时间:2021-01-18 21:41:15

I've noticed three methods of selecting a column in a Pandas DataFrame:


First method of selecting a column using loc:


df_new = df.loc[:, 'col1']

Second method - seems simpler and faster:


df_new = df['col1']

Third method - most convenient:


df_new = df.col1

Is there a difference between these three methods? I don't think so, in which case I'd rather use the third method.


I'm mostly curious as to why there appear to be three methods for doing the same thing.


1 个解决方案



If you are selecting a single column, a list of columns, or a slice or rows then there is no difference. However, [] does not allow you to select a single row, a list of rows or a slice of columns. More importantly, if your selection involves both rows and columns, then assignment becomes problematic.


df[1:3]['A'] = 5

This selects rows 1 and 2, and then selects column 'A' of the returning object and assign value 5 to it. The problem is, the returning object might be a copy so this may not change the actual DataFrame. This raises SettingWithCopyWarning.
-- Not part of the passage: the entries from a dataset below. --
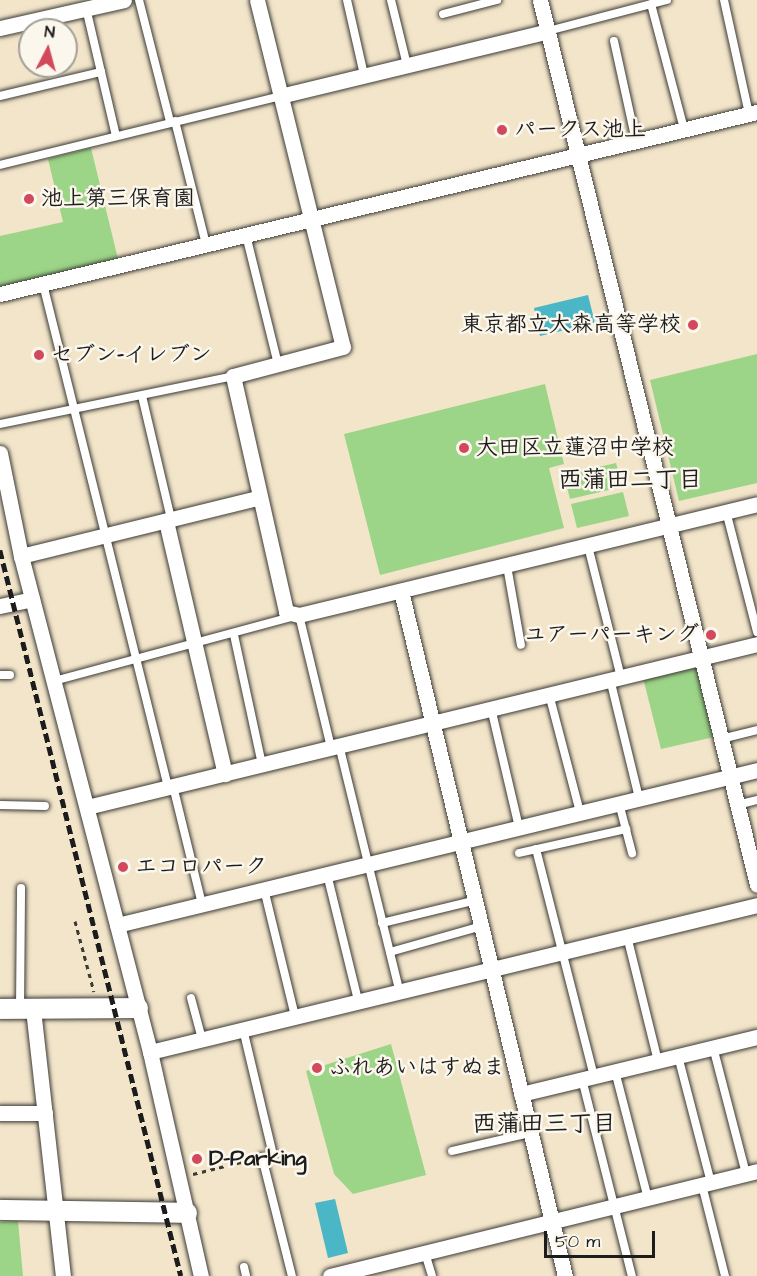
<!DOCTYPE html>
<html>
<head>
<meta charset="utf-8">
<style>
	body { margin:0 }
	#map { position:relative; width:757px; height:1276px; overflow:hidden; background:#f2e5ca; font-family:"Architects Daughter","Klee One",sans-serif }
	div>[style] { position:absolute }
	.green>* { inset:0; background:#9cd587 }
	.water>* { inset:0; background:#4ab6c6 }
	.path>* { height:3px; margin-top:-1.5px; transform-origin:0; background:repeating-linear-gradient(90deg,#3c3a36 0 4.5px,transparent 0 9px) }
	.roads { filter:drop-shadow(0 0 2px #3c3a36) drop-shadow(0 0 2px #3c3a36) }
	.service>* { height:8px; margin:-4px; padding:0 4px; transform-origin:4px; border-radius:4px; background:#fff }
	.minor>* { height:15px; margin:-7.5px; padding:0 7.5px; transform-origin:7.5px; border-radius:7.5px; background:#fff }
	.tertiary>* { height:20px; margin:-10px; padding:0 10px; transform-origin:10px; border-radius:10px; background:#fff }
	.rail>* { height:4.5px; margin-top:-2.25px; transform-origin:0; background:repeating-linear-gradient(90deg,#1c1c1c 0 9px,transparent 0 13.5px) }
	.dots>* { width:16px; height:16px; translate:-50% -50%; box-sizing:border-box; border:3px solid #fbf7ec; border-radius:50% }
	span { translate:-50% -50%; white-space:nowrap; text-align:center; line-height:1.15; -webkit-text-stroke:5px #fbf7ec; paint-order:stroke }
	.poi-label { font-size:22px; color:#1c1c1c; font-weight:700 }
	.left { translate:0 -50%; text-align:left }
	.right { translate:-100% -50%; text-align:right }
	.neighbourhood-label { font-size:24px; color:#1c1c1c; font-weight:700 }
	.north { position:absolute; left:18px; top:18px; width:60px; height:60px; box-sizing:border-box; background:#fbf7ec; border:2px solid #a29f99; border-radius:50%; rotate:6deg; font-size:16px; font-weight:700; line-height:24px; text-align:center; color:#1c1c1c }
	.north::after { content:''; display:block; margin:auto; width:21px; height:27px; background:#d1495b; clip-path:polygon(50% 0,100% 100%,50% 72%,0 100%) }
	.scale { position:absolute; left:544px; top:1231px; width:111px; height:27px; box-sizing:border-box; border:3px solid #1c1c1c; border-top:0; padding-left:8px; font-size:18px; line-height:21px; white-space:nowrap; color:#1c1c1c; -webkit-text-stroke:4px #fbf7ec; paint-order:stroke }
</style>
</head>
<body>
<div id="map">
	<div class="green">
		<i style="clip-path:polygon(91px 148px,118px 259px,0 288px,0 236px,63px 222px,48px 159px)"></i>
		<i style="clip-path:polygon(757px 354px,757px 483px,679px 501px,650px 380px)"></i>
		<i style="clip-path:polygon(545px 384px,564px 464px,549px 468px,564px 528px,380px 575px,344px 434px)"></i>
		<i style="clip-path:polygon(616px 463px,622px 487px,570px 499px,564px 475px)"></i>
		<i style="clip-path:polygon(623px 492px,629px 516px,577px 528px,571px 504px)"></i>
		<i style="clip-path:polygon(696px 662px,714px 737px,661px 749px,642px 674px)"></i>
		<i style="clip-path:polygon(391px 1044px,426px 1175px,353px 1194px,334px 1174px,306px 1071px)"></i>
		<i style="clip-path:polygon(18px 1221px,23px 1276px,0 1276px,0 1222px)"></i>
	</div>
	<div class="water">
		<i style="clip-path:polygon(588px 295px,595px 323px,540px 336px,534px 308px)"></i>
		<i style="clip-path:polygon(335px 1199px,348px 1253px,328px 1258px,315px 1203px)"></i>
	</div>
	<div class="path">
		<i style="left:75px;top:921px;width:73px;rotate:75deg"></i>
		<i style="left:193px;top:1174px;width:62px;rotate:-14deg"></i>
	</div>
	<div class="roads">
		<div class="service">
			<i style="left:139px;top:0;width:126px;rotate:75.7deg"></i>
			<i style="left:347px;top:0;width:77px;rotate:77.2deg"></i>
			<i style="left:391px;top:0;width:67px;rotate:76.2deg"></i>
			<i style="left:724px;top:0;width:117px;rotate:77.6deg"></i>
			<i style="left:651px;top:4px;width:129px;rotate:75.2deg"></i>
			<i style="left:86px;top:8px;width:131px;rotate:76.8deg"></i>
			<i style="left:443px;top:14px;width:56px;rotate:-14.5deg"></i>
			<i style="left:548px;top:31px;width:123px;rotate:-14.6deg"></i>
			<i style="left:614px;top:41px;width:102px;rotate:77.6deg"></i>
			<i style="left:0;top:96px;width:104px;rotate:-13.4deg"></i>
			<i style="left:175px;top:121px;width:127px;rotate:75.9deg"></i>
			<i style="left:0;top:165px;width:288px;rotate:-13.8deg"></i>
			<i style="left:246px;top:235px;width:133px;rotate:76.1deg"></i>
			<i style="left:43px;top:284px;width:518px;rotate:76.04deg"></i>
			<i style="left:142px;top:396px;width:126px;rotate:76.7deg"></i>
			<i style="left:0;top:424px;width:238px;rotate:-11.6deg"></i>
			<i style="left:726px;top:511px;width:125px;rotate:75.6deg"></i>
			<i style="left:588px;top:546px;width:135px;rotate:75.9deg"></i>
			<i style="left:507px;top:566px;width:80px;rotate:80deg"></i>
			<i style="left:299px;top:615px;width:136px;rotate:76.4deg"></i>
			<i style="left:234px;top:635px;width:132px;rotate:77.8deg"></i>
			<i style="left:0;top:675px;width:10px"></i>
			<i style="left:610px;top:679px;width:122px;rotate:76.3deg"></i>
			<i style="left:54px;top:681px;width:246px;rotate:-15.1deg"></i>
			<i style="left:549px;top:694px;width:122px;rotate:75.3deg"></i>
			<i style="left:491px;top:708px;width:122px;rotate:76.8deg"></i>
			<i style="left:721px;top:739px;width:37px;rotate:-14deg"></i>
			<i style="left:339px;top:745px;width:252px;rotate:76.2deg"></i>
			<i style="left:173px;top:786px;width:122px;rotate:76.2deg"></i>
			<i style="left:619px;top:803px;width:52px;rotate:75.4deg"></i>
			<i style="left:0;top:805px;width:45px;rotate:1.3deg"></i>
			<i style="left:737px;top:805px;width:21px;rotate:-14deg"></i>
			<i style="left:536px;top:849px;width:234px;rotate:75.7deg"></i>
			<i style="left:519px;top:853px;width:110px;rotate:-12.6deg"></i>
			<i style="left:327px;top:874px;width:130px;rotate:76.2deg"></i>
			<i style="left:264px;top:889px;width:131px;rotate:76.3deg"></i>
			<i style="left:382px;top:923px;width:97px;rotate:-13.7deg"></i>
			<i style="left:627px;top:936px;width:129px;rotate:76.1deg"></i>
			<i style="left:390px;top:952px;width:96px;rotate:-15.8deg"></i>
			<i style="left:191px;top:998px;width:42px;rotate:75deg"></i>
			<i style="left:20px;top:1009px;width:121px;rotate:-89.5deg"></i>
			<i style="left:243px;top:1029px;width:130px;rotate:76.6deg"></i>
			<i style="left:713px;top:1047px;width:131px;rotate:75.4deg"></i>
			<i style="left:678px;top:1056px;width:131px;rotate:75.4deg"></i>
			<i style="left:615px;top:1071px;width:132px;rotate:75.5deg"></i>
			<i style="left:582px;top:1079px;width:203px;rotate:75.8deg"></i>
			<i style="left:452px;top:1151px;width:80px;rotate:-13deg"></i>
			<i style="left:262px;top:1157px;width:123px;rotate:75.9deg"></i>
			<i style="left:702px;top:1185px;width:94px;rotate:75.8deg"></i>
			<i style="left:425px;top:1253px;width:24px;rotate:73deg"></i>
			<i style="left:244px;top:1267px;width:9px;rotate:77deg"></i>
		</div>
		<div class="minor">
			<i style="left:257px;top:0;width:357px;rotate:76.1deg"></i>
			<i style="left:343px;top:347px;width:114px;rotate:165.2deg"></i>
			<i style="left:233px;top:376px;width:242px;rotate:77.3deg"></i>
			<i style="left:286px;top:612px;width:13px;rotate:13deg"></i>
			<i style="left:299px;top:615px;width:471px;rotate:-13.6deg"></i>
			<i style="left:540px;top:0;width:911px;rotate:76.22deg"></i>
			<i style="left:0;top:28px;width:127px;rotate:-12.7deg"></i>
			<i style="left:280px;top:96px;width:276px;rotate:-13.6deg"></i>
			<i style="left:0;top:294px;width:779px;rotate:-13.52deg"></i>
			<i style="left:0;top:453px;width:105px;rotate:78.5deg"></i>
			<i style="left:21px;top:556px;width:513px;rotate:75.42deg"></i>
			<i style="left:150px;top:1052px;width:230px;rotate:77.2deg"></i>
			<i style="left:166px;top:521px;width:260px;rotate:76.9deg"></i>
			<i style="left:21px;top:556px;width:244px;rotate:-13.8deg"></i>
			<i style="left:401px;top:591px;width:704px;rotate:76.54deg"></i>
			<i style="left:0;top:606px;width:33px;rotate:-12deg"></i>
			<i style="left:87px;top:807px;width:690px;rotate:-13.67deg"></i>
			<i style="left:117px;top:925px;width:659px;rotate:-13.61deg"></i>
			<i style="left:33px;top:1009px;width:269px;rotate:83.6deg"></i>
			<i style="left:150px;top:1052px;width:625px;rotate:-13.61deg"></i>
			<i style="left:521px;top:1094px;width:243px;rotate:-13.6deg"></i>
			<i style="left:0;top:1113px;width:45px"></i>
			<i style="left:330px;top:1276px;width:440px;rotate:-13.8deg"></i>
		</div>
		<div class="tertiary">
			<i style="left:0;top:1009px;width:138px;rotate:-0.4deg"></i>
			<i style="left:0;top:1210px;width:187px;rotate:0.9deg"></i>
		</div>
	</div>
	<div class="rail">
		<i style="left:0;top:550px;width:748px;rotate:76deg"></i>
	</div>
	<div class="dots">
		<i style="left:502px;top:130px;background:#d1495b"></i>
		<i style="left:29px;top:199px;background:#d1495b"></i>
		<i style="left:693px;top:325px;background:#d1495b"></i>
		<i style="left:39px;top:355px;background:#d1495b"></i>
		<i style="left:464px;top:448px;background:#d1495b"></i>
		<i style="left:711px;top:635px;background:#d1495b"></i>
		<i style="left:123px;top:867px;background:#d1495b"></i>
		<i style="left:317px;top:1068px;background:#d1495b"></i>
		<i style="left:197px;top:1159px;background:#d1495b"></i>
	</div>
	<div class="poi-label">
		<span class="left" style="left:514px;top:130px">パークス池上</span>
		<span class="left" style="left:41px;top:199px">池上第三保育園</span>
		<span class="right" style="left:681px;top:325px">東京都立大森高等学校</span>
		<span class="left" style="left:51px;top:355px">セブン-イレブン</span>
		<span class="left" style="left:476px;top:448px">大田区立蓮沼中学校</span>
		<span class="right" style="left:699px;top:635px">ユアーパーキング</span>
		<span class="left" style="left:135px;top:867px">エコロパーク</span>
		<span class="left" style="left:329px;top:1068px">ふれあいはすぬま</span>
		<span class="left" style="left:209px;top:1159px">D-Parking</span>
	</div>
	<div class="neighbourhood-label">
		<span style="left:630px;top:481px">西蒲田二丁目</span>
		<span style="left:544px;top:1125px">西蒲田三丁目</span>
	</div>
	<div class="north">N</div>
	<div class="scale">50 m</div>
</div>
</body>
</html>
The correct way of this assignment is


df.loc[1:3, 'A'] = 5

With .loc, you are guaranteed to modify the original DataFrame. It also allows you to slice columns (df.loc[:, 'C':'F']), select a single row (df.loc[5]), and select a list of rows (df.loc[[1, 2, 5]]).

使用.loc,您可以保证修改原始的DataFrame。它还允许您切片列(df)。loc[:, 'C':'F']),选择一行(df.loc[5]),并选择一个行列表(df。疯狂的[[1、2、5]])。

Also note that these two were not included in the API at the same time. .loc was added much later as a more powerful and explicit indexer. See unutbu's answer for more detail.


Note: Getting columns with [] vs . is a completely different topic. . is only there for convenince. It only allows accessing columns whose name are valid Python identifier (i.e. they cannot contain spaces, they cannot be composed of numbers...). It cannot be used when the names conflict with Series/DataFrame methods. It also cannot be used for non-existing columns (i.e. the assignment df.a = 1 won't work if there is no column a). Other than that, . and [] are the same.

注意:获取带有[]vs的列。是一个完全不同的话题。只有在那里才有召集人。它只允许访问名称为有效Python标识符的列(即它们不能包含空格,它们不能由数字组成…)。当名称与系列/DataFrame方法冲突时,不能使用它。它也不能用于不存在的列(例如赋值df)。a = 1在没有a列的情况下是不成立的。和[]是一样的。



If you are selecting a single column, a list of columns, or a slice or rows then there is no difference. However, [] does not allow you to select a single row, a list of rows or a slice of columns. More importantly, if your selection involves both rows and columns, then assignment becomes problematic.


df[1:3]['A'] = 5

This selects rows 1 and 2, and then selects column 'A' of the returning object and assign value 5 to it. The problem is, the returning object might be a copy so this may not change the actual DataFrame. This raises SettingWithCopyWarning. The correct way of this assignment is


df.loc[1:3, 'A'] = 5

With .loc, you are guaranteed to modify the original DataFrame. It also allows you to slice columns (df.loc[:, 'C':'F']), select a single row (df.loc[5]), and select a list of rows (df.loc[[1, 2, 5]]).

使用.loc,您可以保证修改原始的DataFrame。它还允许您切片列(df)。loc[:, 'C':'F']),选择一行(df.loc[5]),并选择一个行列表(df。疯狂的[[1、2、5]])。

Also note that these two were not included in the API at the same time. .loc was added much later as a more powerful and explicit indexer. See unutbu's answer for more detail.


Note: Getting columns with [] vs . is a completely different topic. . is only there for convenince. It only allows accessing columns whose name are valid Python identifier (i.e. they cannot contain spaces, they cannot be composed of numbers...). It cannot be used when the names conflict with Series/DataFrame methods. It also cannot be used for non-existing columns (i.e. the assignment df.a = 1 won't work if there is no column a). Other than that, . and [] are the same.

注意:获取带有[]vs的列。是一个完全不同的话题。只有在那里才有召集人。它只允许访问名称为有效Python标识符的列(即它们不能包含空格,它们不能由数字组成…)。当名称与系列/DataFrame方法冲突时,不能使用它。它也不能用于不存在的列(例如赋值df)。a = 1在没有a列的情况下是不成立的。和[]是一样的。